■ **Exercise prompt**
For this exercise, print the listing below exactly, without its pictures.

(Stored data begins)

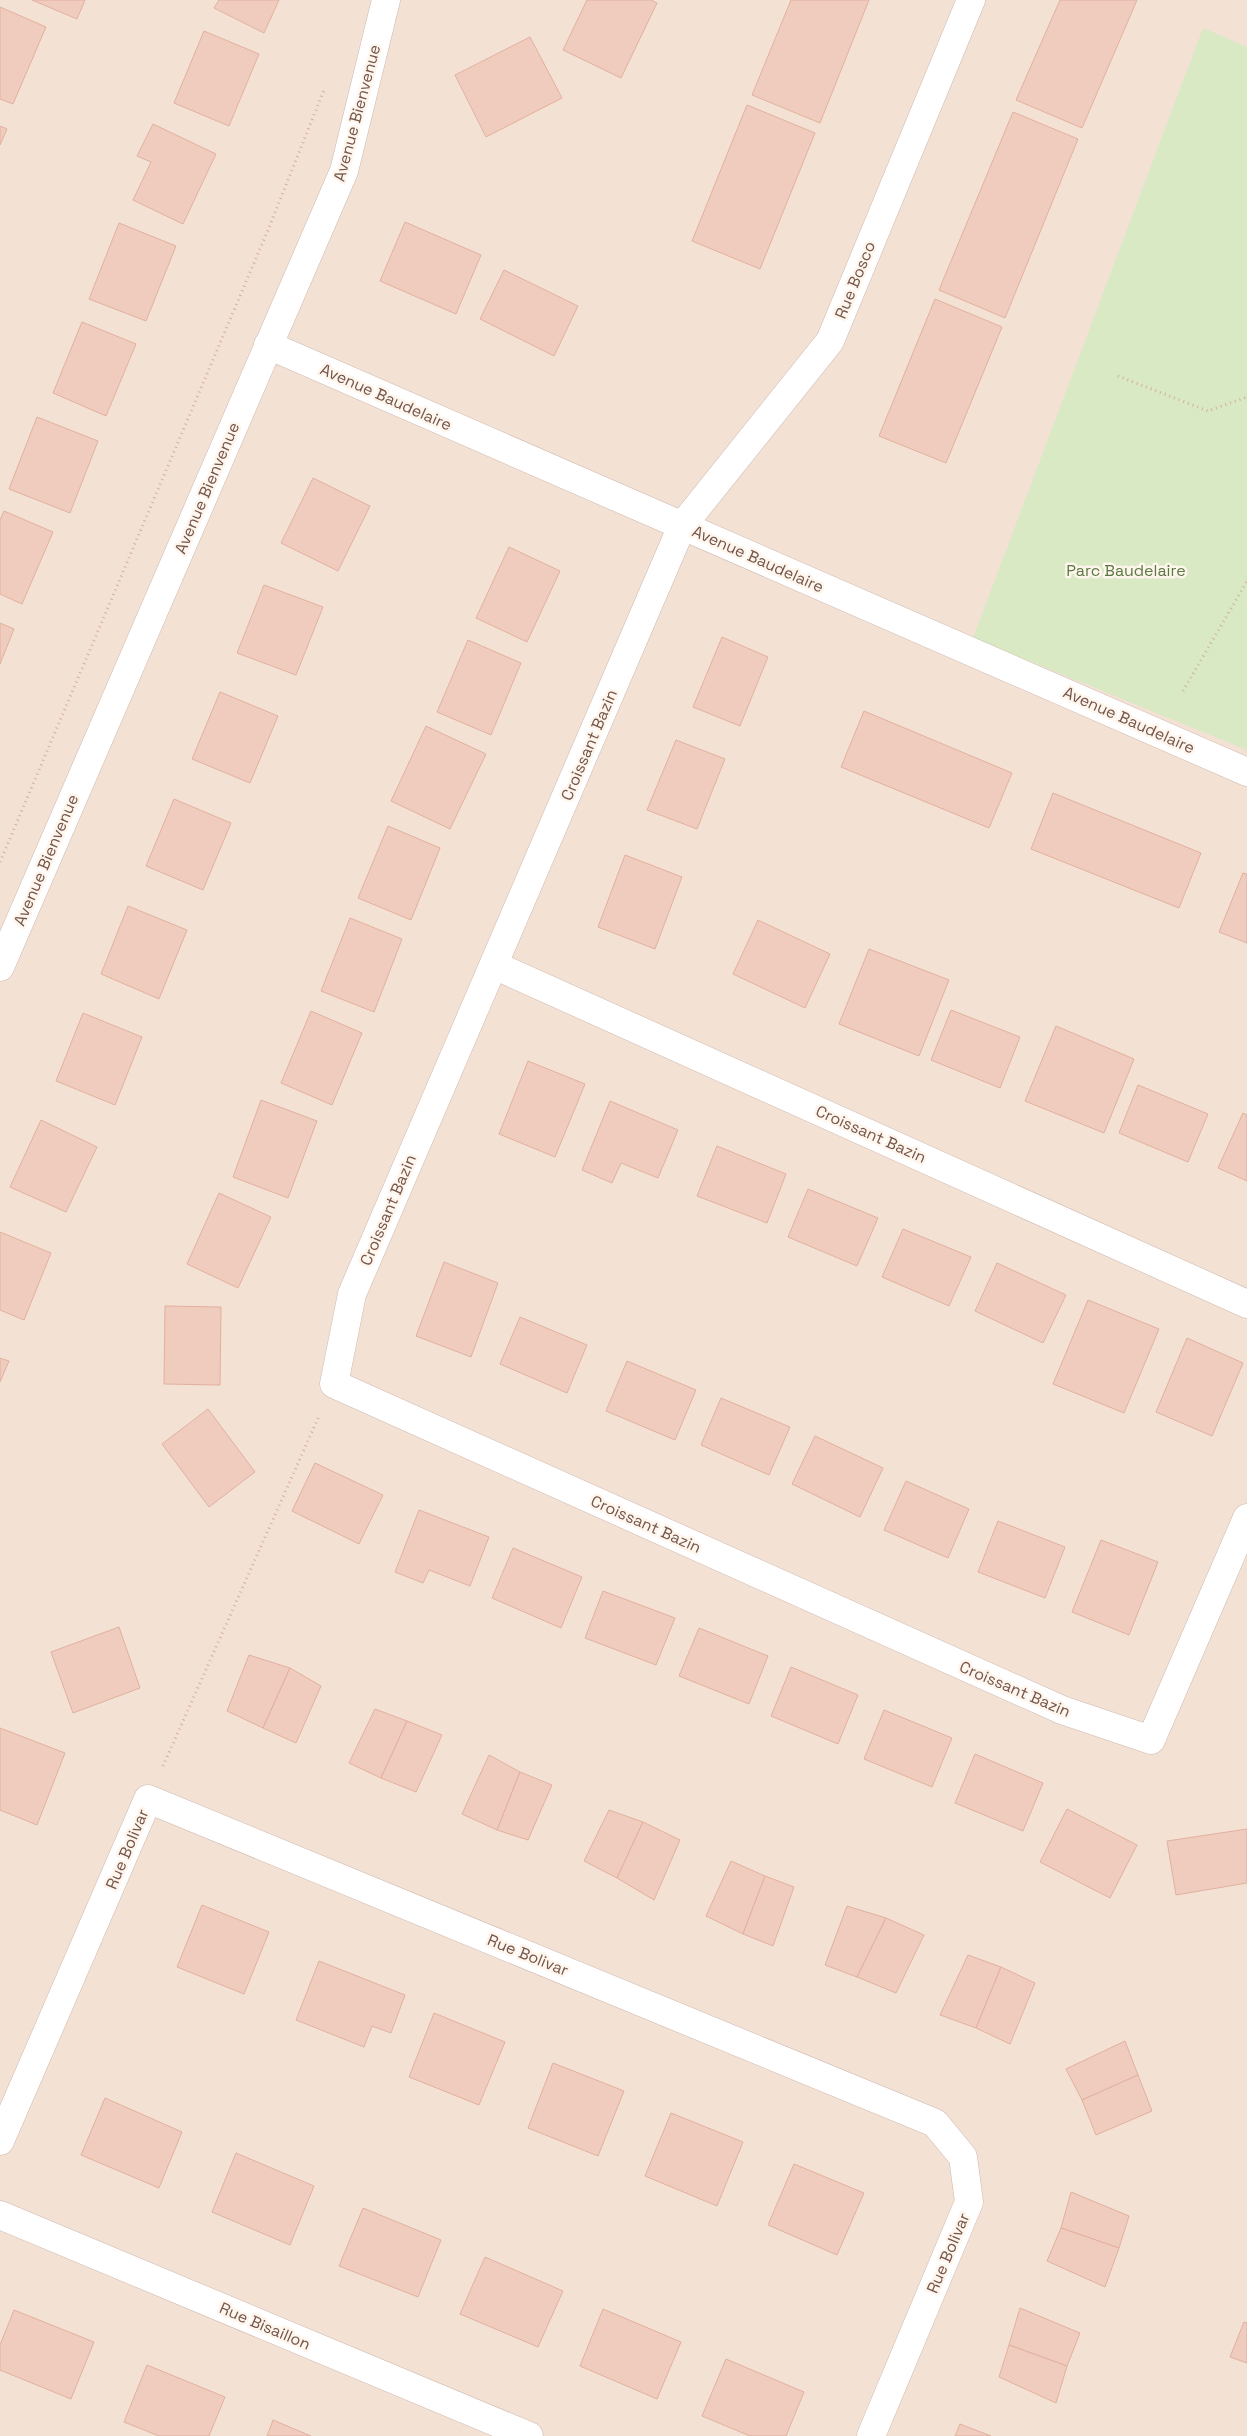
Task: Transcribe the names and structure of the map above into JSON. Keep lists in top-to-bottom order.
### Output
{
  "streets": {
    "street": [
      "Avenue Bienvenue",
      "Rue Bosco",
      "Avenue Baudelaire",
      "Croissant Bazin",
      "Rue Bolivar",
      "Rue Bisaillon"
    ]
  },
  "crossings": [
    ["Avenue Bienvenue", "Avenue Baudelaire"],
    ["Rue Bosco", "Avenue Baudelaire"],
    ["Rue Bosco", "Croissant Bazin"],
    ["Avenue Baudelaire", "Croissant Bazin"]
  ],
  "parks": ["Parc Baudelaire"]
}
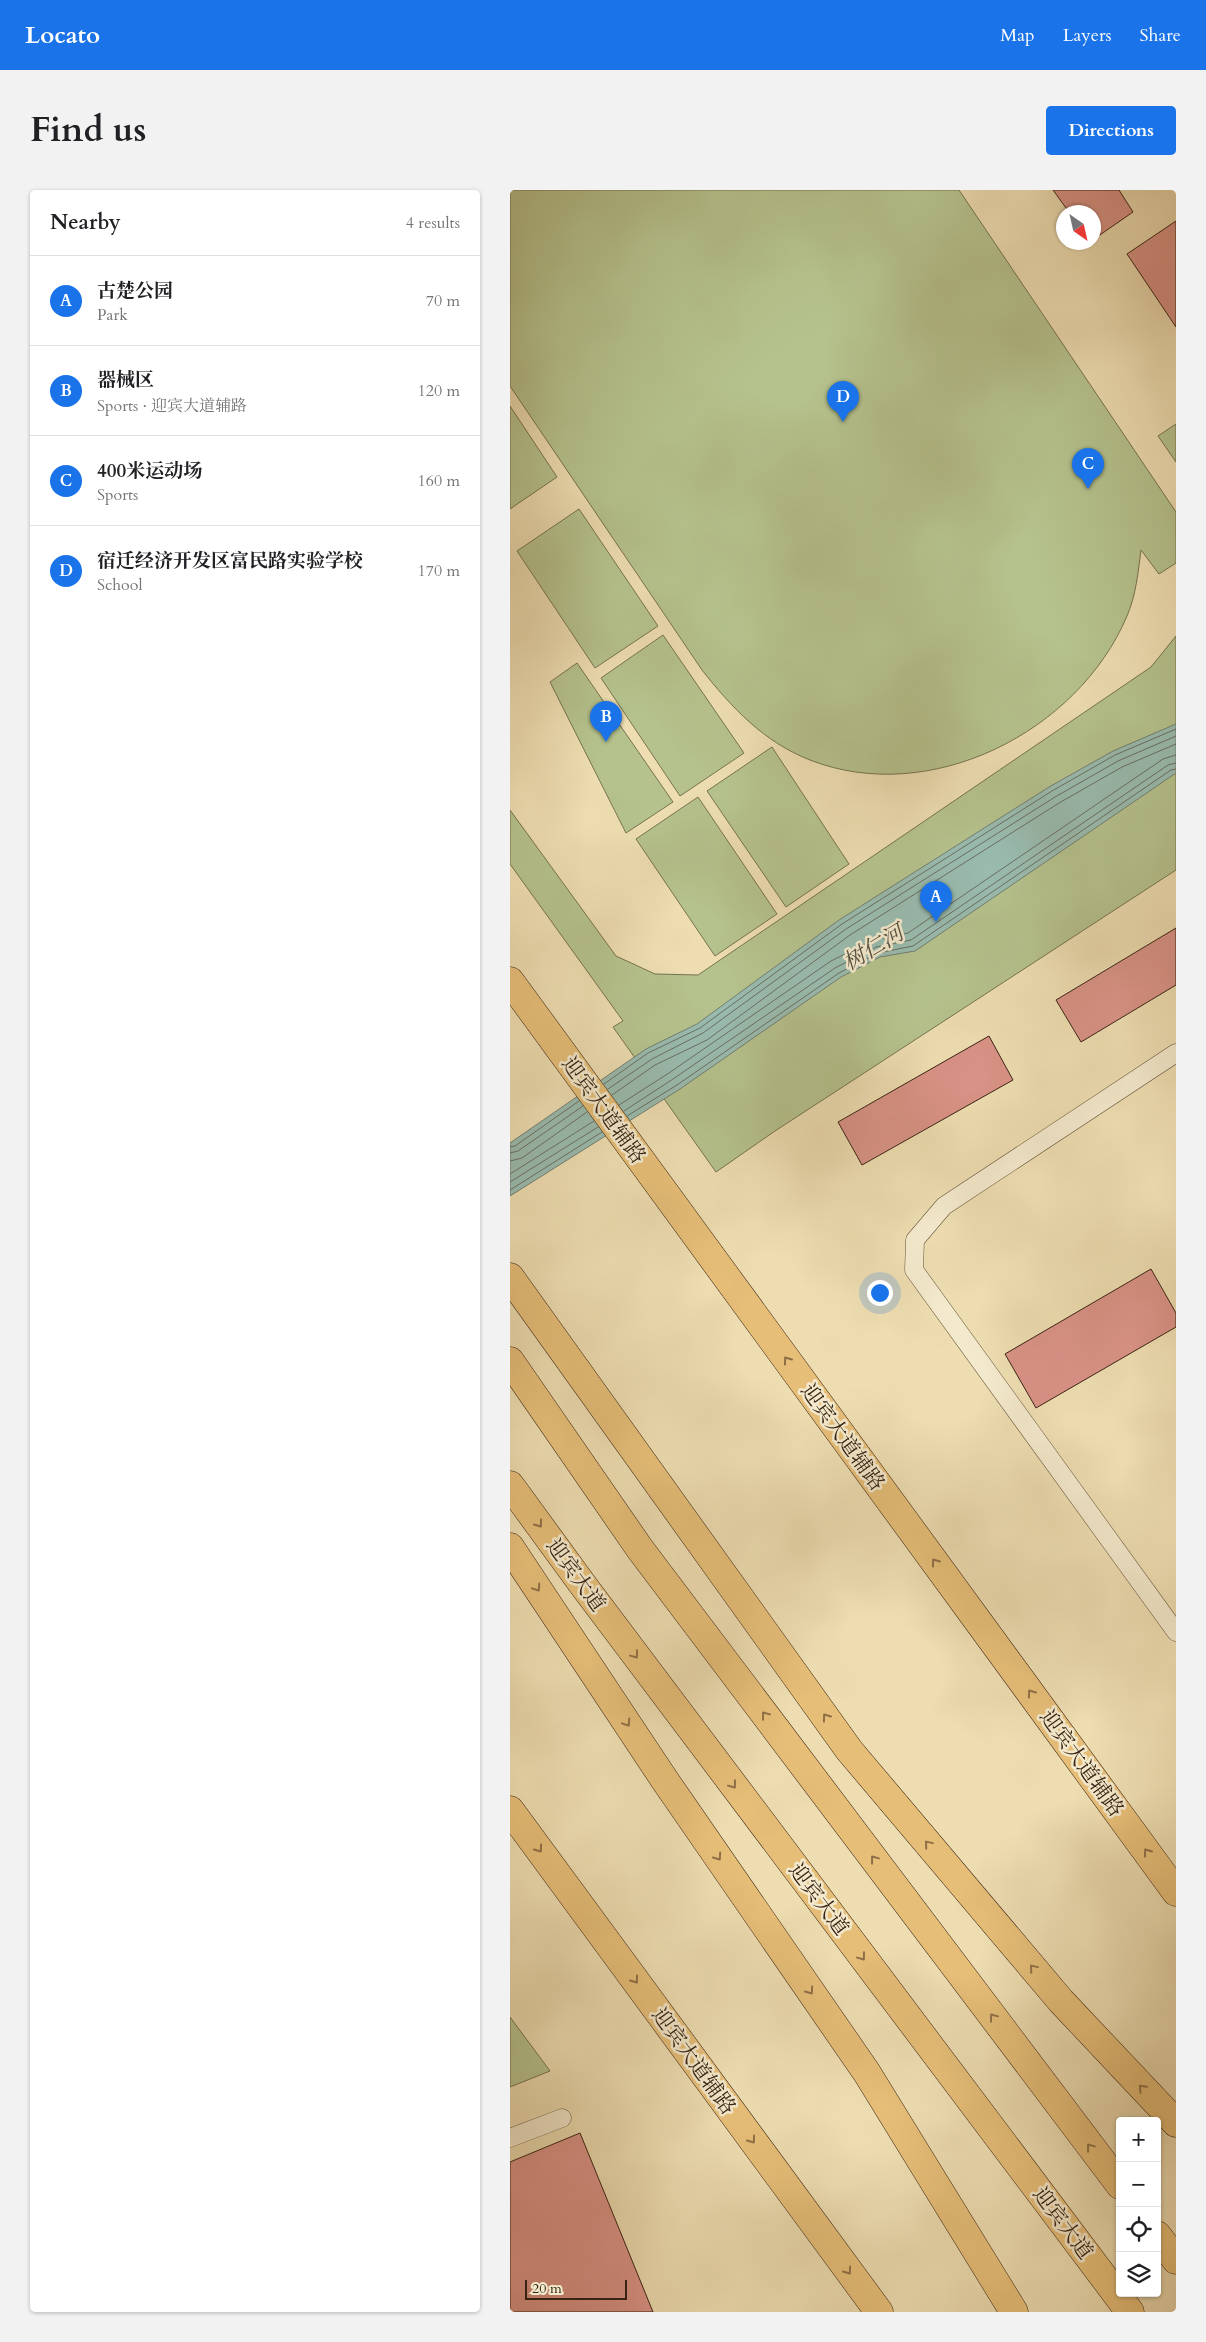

(Stored data ends)

■ **Task output**
Task: Transcribe the names and structure of the map above into JSON. Keep lists in top-to-bottom order.
### Output
{
  "streets": {
    "street": [
      "Avenue Bienvenue",
      "Rue Bosco",
      "Avenue Baudelaire",
      "Croissant Bazin",
      "Rue Bolivar",
      "Rue Bisaillon"
    ]
  },
  "crossings": [
    ["Avenue Bienvenue", "Avenue Baudelaire"],
    ["Rue Bosco", "Avenue Baudelaire"],
    ["Rue Bosco", "Croissant Bazin"],
    ["Avenue Baudelaire", "Croissant Bazin"]
  ],
  "parks": ["Parc Baudelaire"]
}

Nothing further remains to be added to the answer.